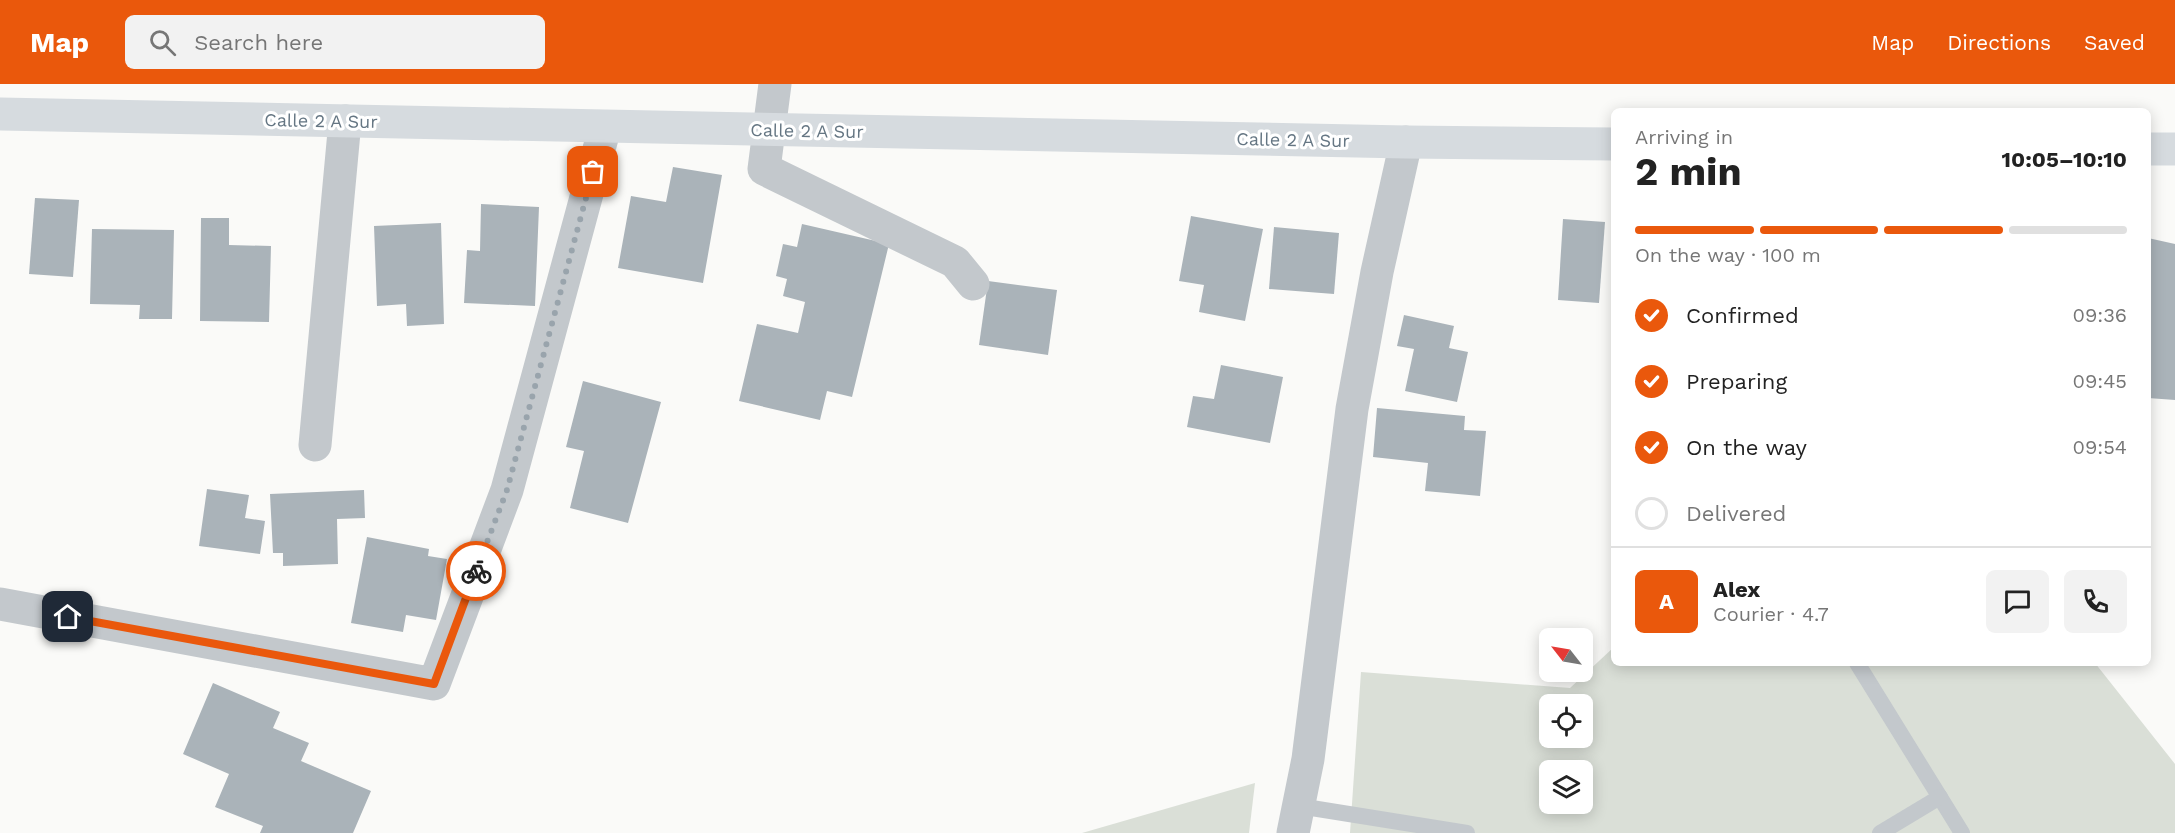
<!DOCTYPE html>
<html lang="en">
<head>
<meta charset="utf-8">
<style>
  :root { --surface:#fff; --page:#f2f2f2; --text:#222; --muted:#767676; --line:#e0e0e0; --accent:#ea580c }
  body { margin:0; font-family:"Work Sans",sans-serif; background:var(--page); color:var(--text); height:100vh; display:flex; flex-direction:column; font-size:22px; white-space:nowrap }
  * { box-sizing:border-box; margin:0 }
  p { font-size:20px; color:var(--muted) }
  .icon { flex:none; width:33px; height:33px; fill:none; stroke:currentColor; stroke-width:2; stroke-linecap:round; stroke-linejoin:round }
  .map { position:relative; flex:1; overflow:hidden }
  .drawer { position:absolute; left:1611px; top:24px; width:540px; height:558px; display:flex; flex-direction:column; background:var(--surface); border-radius:9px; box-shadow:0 3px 15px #0003 }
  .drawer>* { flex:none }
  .needle { width:39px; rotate:301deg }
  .tools { position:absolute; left:1539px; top:544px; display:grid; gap:12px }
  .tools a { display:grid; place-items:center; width:54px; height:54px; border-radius:9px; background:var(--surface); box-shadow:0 3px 15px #0003; font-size:30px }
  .pin { position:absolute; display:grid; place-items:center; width:51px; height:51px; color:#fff; margin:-26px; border-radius:12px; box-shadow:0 3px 9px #0006 }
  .courier { position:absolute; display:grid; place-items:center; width:60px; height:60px; margin:-30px; border:4px solid #ea580c; border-radius:50%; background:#fff; color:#222; box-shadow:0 2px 8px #0007 }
  .head em { font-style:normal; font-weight:700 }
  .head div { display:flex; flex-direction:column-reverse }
  .head { display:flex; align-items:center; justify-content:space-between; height:102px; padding:0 24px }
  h1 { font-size:39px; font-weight:700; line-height:45px }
  .bar { display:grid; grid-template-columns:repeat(4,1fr); gap:9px 6px; align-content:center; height:72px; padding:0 24px }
  .bar i { height:8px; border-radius:4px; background:var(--line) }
  .bar .on { background:var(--accent) }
  .bar p { grid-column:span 4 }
  .line { display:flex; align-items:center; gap:15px; padding:0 24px; border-top:2px solid var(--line) }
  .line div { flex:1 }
  .round { display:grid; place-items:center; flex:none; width:63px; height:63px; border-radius:9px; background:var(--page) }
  ol { padding:0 24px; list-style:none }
  li { display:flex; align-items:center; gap:18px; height:66px }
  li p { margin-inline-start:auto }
  li .icon { padding:6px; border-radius:50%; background:var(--accent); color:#fff; stroke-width:4 }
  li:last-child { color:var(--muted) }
  li i { width:33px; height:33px; border:3px solid var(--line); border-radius:50% }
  header { display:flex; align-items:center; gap:36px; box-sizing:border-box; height:84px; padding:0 30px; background:var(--accent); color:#fff }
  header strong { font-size:28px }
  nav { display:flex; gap:33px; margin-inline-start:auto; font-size:21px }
  .search { width:420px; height:54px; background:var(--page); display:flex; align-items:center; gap:15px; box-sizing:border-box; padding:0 21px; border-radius:9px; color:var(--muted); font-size:22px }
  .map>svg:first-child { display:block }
  .green { fill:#dadfd7; fill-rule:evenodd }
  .building { fill:#aab3b9 }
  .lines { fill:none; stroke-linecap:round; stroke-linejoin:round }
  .service { stroke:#c3c8cc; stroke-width:16 }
  .minor { stroke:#c3c8cc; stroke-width:33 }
  .secondary { stroke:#d6dbdf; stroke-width:33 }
  .done { stroke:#99a4ac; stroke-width:6; stroke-dasharray:0 10.8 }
  .route { stroke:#ea580c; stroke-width:8 }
  .labels { text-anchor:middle; stroke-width:6; stroke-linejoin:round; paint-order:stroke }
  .street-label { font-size:18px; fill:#657683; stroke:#fff }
</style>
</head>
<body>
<header>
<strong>Map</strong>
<div class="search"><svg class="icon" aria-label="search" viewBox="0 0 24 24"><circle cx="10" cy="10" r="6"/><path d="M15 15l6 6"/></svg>Search here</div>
<nav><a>Map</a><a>Directions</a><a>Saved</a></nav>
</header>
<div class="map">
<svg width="2175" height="749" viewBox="0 0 2175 749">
  <rect width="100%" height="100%" fill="#fafaf8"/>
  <g class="green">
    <path d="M1614 563V579H2095L2175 680V749H1350L1361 588 1570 604ZM1550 621H1582V654H1550ZM1550 687H1582V720H1550Z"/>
    <polygon points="1255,699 1249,749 1082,749"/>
  </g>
  <g class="building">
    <polygon points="673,83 722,91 703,199 618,184 631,112 666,118"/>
    <polygon points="35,114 79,116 73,193 29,190"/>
    <polygon points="481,120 539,123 535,222 464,219 467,166 480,167"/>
    <polygon points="1191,132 1263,145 1245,237 1199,228 1204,201 1179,197"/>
    <polygon points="201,134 229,134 229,161 271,162 269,238 200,237"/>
    <polygon points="1563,135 1605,138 1599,219 1558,216"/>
    <polygon points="441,139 444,240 407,242 406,220 377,222 374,142"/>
    <polygon points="802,140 889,160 852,313 827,307 820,336 739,317 757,240 798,249 805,218 783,212 787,195 776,192 783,160 797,163"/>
    <polygon points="1274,143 1339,149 1334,210 1269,205"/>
    <polygon points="92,145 174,146 172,235 139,235 140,221 90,220"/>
    <polygon points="2148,154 2175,160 2175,316 2148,314"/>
    <polygon points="988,197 1057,206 1048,271 979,261"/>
    <polygon points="1404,231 1454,242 1449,264 1468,268 1457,318 1405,307 1414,265 1397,262"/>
    <polygon points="1221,281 1283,293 1270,359 1187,343 1193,312 1214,315"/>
    <polygon points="583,297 661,318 628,439 570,424 584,367 566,363"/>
    <polygon points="1377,324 1465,332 1464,346 1486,347 1480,412 1425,407 1428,379 1373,373"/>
    <polygon points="207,405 249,411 245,434 265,437 260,470 199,462"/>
    <polygon points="364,406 365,434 337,435 338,480 283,482 283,469 273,469 270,410"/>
    <polygon points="367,453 429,465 428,472 447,475 436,536 406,531 403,548 351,539"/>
    <polygon points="213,599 280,628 273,644 309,659 301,677 371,707 353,749 260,749 263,742 215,723 229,690 183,670"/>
  </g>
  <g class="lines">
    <g class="service">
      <polyline points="1857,579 1962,749"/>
      <polyline points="1299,722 1467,749"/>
      <polyline points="1880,749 1940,713"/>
    </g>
    <g class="minor">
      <polyline points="775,0 764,85 955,178 973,200"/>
      <polyline points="315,361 345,37"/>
      <polyline points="0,520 434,600 507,406 605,43"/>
      <polyline points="1293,749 1308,675 1352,325 1377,188 1406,58"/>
    </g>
    <g class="secondary">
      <polyline points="0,30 1406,58 1614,60"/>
      <polyline points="2148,65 2175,65"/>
    </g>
  </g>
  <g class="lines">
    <polyline class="done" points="476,487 507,406 593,88"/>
    <polyline class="route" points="68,533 434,600 476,487"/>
  </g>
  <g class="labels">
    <g class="street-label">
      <text transform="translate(321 37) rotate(1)" y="6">Calle 2 A Sur</text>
      <text transform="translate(807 47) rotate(1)" y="6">Calle 2 A Sur</text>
      <text transform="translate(1293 56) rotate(1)" y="6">Calle 2 A Sur</text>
    </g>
  </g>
</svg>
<div class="tools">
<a><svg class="needle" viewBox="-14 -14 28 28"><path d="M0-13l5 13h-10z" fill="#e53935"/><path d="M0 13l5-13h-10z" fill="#767676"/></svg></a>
<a><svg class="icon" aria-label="locate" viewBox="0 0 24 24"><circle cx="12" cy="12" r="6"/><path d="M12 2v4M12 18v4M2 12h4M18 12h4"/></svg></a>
<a><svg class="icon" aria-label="layers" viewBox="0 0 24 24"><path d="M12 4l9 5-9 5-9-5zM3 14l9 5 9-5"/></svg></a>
</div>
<div class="pin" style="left:593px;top:88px;background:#ea580c"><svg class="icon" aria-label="bag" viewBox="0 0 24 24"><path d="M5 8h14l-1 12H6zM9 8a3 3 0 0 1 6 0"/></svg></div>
<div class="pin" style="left:68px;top:533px;background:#1f2937"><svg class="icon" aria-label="home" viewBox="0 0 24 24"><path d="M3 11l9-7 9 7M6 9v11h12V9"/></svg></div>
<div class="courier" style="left:476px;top:487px"><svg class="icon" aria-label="bike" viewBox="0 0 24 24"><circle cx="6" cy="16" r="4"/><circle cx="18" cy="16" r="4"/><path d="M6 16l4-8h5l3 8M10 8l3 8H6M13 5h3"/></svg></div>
<section class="drawer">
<div class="head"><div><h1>2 min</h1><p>Arriving in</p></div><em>10:05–10:10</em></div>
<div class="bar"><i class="on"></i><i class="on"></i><i class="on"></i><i></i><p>On the way · 100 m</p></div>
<ol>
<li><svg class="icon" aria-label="check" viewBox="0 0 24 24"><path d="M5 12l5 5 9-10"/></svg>Confirmed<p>09:36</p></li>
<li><svg class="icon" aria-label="check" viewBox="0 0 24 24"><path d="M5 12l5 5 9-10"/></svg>Preparing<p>09:45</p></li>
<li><svg class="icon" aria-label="check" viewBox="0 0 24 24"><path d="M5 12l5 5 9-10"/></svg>On the way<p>09:54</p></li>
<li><i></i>Delivered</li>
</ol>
<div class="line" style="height:108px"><b class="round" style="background:var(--accent);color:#fff">A</b><div><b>Alex</b><p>Courier · 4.7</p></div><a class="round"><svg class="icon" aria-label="chat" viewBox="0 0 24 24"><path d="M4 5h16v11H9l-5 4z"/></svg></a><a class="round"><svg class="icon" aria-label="phone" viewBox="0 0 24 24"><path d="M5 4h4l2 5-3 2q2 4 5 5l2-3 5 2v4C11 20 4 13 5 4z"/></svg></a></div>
</section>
</div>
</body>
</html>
━━━━━━━━━━━━━━━━━━━━━━━━━━━━━━
* TASK TO COMPLETE:
If a line of the material contains the word "tools", pick it out and copy it.

* ANSWER TO THIS PROBLEM:
  .tools { position:absolute; left:1539px; top:544px; display:grid; gap:12px }
  .tools a { display:grid; place-items:center; width:54px; height:54px; border-radius:9px; background:var(--surface); box-shadow:0 3px 15px #0003; font-size:30px }
<div class="tools">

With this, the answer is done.